However, even these unions and their leaders are beholden to a system of compromise. Where the conscious split between economic and political activity is reinforced to hold back workplace struggles from coalescing towards a general movement against the status-quo. Whilst it is true that most union officials live within the wage relation like most workers they are materially dependent on the continuation of the trade union and therefore the stability and maintenance of capitalist relations. Should that stability become endangered so too does their livelihood. Trade union leaders are often styled as NGO bosses, receiving exorbitant sums, national prominence and a red carpeted path to Parliament, the city council or a directors board once they relinquish their positions. They are the public face of modern trade unionism in Britain and, beyond a few ardent class fighters, are looked at with suspicion by most of the working class.

Loyalty to the British State

The position of the trade union bureaucracy, between capital and labour, also engenders state loyalty with unions rarely willing to press political or constitutional matters or to generalise sectional disputes into a wider political confrontation. We saw this with the 2009/10 student movement where the teaching unions, well aware of the damage rescinding the Educational Maintenance Allowance and jacking up tuition fees would have, failed to mobilise any real action in support of their students. In an unfinished article by Leon Trotsky, found on his desk following his murder in 1940, he concluded that a “common feature in the development, or more correctly the degeneration, of modern trade union organisations in the entire world: it is their drawing closely to and growing together with the state power.

During the 1926 General Strike the TUC were thrown into a position where they challenged the authority of the British state, open contests of power between workers and state forces took place across the country. The TUC leadership stepped back from confrontation leading to a catastrophic defeat and a widespread weakening of the workers’ movement. Lamenting the defeat of the strike the Communist Party of Great Britain concluded that the trade unions along with the Labour Party “had ever since the end of the war preached that “direct action” against the Government was harmful, that the “Community” was greater than the Labour movement, that the British Constitution gave equal opportunities to all classes.” A political commitment upheld by the leading bodies of the workers’ movement today, undermining effective struggle and campaigns.

Throughout the Miners Strike of 1984/5 the Thatcher government used everything at its disposal to isolate the miners and their families. Provocation and intimidation went hand-in-hand then the legal restrictions brought in under the Trade Union Act 1984 which made secondary picketing and votes for strike action to be considered unlawful. Leaving the miners and their families without basic social security payments, as the strike action was considered unlawful, in an attempt to starve mining communities back to work. At the time the right-wing of the TUC, led by Frank Chapple of the EETPU, later Baron Chapple, stated that to “advocate that bad laws should not be obeyed—in circumstances where such “bad” laws are enacted by a democratically elected government—are putting at risk the entire conception of civilised society. That directly challenges democracy… the way to change bad laws is to change the government that has made them.”[2]

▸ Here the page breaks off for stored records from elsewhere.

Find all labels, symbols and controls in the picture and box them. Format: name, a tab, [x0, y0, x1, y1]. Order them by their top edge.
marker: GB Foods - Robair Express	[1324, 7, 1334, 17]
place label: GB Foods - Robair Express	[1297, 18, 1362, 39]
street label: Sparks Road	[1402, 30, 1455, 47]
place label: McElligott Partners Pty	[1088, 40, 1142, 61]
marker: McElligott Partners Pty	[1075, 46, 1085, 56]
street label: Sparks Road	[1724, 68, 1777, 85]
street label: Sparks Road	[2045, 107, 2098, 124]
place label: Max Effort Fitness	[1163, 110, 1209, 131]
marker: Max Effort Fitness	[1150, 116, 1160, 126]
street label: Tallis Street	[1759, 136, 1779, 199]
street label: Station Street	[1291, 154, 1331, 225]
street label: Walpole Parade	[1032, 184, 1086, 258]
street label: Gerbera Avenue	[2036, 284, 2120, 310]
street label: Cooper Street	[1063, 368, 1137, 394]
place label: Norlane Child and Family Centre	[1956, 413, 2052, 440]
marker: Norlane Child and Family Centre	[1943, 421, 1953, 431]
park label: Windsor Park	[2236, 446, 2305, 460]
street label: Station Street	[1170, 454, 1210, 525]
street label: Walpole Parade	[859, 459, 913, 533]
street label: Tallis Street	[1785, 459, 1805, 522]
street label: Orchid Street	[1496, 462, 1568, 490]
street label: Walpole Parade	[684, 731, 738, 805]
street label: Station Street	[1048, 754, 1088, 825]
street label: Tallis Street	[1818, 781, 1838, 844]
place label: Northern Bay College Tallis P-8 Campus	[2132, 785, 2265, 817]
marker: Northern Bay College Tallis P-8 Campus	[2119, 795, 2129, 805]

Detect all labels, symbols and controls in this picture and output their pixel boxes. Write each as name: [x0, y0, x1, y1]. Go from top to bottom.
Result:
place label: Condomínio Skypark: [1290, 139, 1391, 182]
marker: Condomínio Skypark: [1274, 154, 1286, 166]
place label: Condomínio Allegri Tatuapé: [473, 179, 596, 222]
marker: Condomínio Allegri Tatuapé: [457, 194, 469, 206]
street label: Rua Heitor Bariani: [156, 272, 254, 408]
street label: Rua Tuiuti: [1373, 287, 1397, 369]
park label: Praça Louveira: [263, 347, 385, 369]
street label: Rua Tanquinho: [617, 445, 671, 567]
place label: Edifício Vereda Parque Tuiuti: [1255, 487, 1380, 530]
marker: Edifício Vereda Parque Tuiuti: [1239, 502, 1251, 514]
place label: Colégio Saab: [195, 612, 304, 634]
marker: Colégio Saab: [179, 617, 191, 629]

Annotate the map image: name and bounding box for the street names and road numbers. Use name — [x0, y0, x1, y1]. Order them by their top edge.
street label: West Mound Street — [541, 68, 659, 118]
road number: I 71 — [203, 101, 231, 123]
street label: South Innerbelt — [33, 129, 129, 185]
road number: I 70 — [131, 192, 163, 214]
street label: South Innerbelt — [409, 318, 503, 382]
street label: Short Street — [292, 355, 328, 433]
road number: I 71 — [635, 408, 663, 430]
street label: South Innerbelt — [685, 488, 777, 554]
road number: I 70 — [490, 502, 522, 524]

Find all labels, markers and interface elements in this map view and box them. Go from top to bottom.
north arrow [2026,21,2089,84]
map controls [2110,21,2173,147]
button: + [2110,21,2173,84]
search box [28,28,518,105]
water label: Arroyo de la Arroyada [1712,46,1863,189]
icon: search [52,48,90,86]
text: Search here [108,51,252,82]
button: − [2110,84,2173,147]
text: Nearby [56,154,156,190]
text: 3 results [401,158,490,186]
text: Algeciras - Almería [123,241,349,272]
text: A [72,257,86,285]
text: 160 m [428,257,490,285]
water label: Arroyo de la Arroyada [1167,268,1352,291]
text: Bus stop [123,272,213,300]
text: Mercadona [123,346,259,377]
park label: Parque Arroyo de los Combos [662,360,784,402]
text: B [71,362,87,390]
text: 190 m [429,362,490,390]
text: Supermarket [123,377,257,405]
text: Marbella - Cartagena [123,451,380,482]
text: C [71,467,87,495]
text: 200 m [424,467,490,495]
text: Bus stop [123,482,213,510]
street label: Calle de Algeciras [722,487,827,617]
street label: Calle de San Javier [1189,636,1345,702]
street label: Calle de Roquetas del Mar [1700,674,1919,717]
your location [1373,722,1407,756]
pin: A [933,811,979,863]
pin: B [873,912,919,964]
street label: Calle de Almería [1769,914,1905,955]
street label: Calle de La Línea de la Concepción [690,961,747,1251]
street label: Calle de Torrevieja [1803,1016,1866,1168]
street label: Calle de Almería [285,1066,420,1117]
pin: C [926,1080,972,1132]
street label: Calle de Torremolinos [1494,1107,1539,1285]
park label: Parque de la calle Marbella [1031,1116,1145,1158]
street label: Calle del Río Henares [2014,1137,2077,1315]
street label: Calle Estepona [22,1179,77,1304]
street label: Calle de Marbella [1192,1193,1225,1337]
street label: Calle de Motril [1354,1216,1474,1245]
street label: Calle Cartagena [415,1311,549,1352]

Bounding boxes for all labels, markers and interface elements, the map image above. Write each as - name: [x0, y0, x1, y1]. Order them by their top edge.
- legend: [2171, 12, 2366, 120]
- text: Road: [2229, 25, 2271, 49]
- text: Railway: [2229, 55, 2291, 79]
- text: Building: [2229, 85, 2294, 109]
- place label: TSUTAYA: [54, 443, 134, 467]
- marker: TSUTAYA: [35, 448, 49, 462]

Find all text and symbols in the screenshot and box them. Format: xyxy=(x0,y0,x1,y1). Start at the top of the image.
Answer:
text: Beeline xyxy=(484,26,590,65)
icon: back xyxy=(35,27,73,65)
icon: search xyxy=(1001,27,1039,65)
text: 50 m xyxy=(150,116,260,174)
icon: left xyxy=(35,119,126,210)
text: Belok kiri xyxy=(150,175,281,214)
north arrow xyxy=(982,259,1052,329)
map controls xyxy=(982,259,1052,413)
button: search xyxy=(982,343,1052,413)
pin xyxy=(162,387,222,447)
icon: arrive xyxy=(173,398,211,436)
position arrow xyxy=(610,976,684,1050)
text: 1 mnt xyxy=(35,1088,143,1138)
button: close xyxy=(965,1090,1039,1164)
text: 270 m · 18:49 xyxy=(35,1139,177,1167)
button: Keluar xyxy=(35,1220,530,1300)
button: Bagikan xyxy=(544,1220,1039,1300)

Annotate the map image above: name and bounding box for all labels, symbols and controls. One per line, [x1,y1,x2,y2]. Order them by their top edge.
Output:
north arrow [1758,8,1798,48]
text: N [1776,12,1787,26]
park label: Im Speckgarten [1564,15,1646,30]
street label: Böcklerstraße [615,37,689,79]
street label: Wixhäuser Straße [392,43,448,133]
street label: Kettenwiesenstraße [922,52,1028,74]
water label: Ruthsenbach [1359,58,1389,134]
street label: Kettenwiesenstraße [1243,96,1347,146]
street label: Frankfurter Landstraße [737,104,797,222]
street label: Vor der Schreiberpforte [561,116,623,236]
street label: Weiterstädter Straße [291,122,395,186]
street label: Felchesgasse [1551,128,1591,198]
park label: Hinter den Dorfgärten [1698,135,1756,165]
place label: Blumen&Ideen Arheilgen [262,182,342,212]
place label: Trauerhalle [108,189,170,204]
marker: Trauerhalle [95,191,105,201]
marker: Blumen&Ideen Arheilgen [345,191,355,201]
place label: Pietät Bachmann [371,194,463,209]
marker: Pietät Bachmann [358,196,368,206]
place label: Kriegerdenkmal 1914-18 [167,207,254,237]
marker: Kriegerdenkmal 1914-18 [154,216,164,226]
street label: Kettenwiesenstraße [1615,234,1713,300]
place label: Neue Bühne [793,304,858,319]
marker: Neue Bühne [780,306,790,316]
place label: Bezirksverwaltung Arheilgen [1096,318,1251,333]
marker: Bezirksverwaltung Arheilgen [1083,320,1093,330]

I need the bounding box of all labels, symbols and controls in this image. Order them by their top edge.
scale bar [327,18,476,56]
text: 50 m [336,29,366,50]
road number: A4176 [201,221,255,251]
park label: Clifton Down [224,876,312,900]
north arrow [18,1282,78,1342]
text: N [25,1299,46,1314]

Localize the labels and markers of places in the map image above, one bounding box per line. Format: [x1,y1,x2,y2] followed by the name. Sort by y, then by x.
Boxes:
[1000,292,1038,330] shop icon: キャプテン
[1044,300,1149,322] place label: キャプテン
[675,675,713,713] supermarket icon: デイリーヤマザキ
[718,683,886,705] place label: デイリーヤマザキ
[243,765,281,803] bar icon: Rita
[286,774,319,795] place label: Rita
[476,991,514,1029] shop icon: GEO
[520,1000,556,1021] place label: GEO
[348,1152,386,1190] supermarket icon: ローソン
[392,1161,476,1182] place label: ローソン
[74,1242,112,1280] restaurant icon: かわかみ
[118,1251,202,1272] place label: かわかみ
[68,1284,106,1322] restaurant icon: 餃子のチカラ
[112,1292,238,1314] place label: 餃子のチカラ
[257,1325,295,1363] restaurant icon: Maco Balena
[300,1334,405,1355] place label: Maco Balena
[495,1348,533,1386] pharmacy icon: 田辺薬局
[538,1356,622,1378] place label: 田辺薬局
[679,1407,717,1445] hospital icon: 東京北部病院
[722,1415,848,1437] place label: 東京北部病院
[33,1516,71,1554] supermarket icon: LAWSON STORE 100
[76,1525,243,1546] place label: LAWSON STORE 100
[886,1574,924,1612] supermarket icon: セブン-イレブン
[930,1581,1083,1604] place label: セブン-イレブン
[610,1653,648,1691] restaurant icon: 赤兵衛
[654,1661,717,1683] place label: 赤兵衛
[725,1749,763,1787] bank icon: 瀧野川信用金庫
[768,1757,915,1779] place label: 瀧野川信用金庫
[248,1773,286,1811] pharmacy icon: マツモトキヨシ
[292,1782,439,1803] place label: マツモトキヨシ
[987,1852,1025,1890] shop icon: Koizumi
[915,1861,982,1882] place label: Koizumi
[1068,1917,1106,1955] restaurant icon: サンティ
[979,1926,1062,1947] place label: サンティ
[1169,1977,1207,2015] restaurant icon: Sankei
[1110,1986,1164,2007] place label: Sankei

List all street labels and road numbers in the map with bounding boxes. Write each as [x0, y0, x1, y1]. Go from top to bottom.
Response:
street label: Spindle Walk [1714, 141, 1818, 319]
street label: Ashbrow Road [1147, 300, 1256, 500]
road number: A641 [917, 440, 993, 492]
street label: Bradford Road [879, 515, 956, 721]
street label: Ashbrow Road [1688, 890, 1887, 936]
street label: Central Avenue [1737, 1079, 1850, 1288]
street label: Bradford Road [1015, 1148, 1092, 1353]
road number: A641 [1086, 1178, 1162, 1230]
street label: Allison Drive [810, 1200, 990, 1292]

Any reading of the history of our movement shows such claims to be complete nonsense. We all know that bad laws should be broken whether that is through solidarity actions between groups of workers, opposition to the Poll Tax, breaking the Corn Laws or the leaking of war crimes to the British public. Yet, Chapple’s view then is today’s unspoken norm, with the vast majority of unions led by those who could never consider risking the union’s bank balances and property portfolios to strike against the anti-union laws. This state loyalty plays an important part in this conservatism where institutional survival is put before class struggle.

Control the bureaucrats

Part of the way out of this is for the transformation of the unions into genuinely democratic bodies where the rank and file hold supreme power. Or, as Engels put it, “[i]n a country with such an old political and labour movement there is always a colossal heap of traditionally inherited rubbish which has to be got rid of by degrees.” To start with we need to fight to ensure the trade unions are free from all state control, that means the anti-unions laws need to be abolished entirely. Union officials need to be kept under the close control of the membership and should never receive a salary greater than the average wage of a skilled worker. Elected officials must be instantly recallable, subject to regular scrutiny and term limits.

A central plank of transforming the trade unions is to ensure there is an educated rank-and-file that can call out the bureaucracy and remain engaged in the daily life of their branches. Political education, common discussion and campaigning are a crucial political battle we need to win to build up a counterweight to the conservative bureaucracy.

When it comes to trade union leaders it is, as Don Milligan has remarked, not simply “a conspiracy of officials simply committed to defending their high wages, jollies, and junkets. On the contrary these institutions are an expression of the widespread desire for continuity and stability.” Organisational fixes and dealing with the bureaucracy can only go so far. There needs to be a clear alternative to capitalism that goes beyond Labourism. We need to convince the majority of the working class, not just in the unions, that the communism we’re offering is not going to be tyranny and bloodshed. The weight of the Soviet Union and the party dictatorship that arose from the Russian Revolution weighs heavily on our movement, so with good cause most workers baulk at running a repeat of that failure in Britain, they always have. 

To move forward we must reconnect with our principles but, as I will set out in a further article, we need strategies that flow from the reality of work in Britain today. Too often socialist militants tell us that a return to the shop stewards movement of the 1970s or a simple replacement of the existing union leadership will solve our problems. Many await to be called forth by the working class as a leadership in waiting. They will wait forever. Much of the Left exist in a world that has long passed and no matter how much they wish it, it is never coming back. Purposeful struggle should be the order of the day and that requires getting our own house in order. 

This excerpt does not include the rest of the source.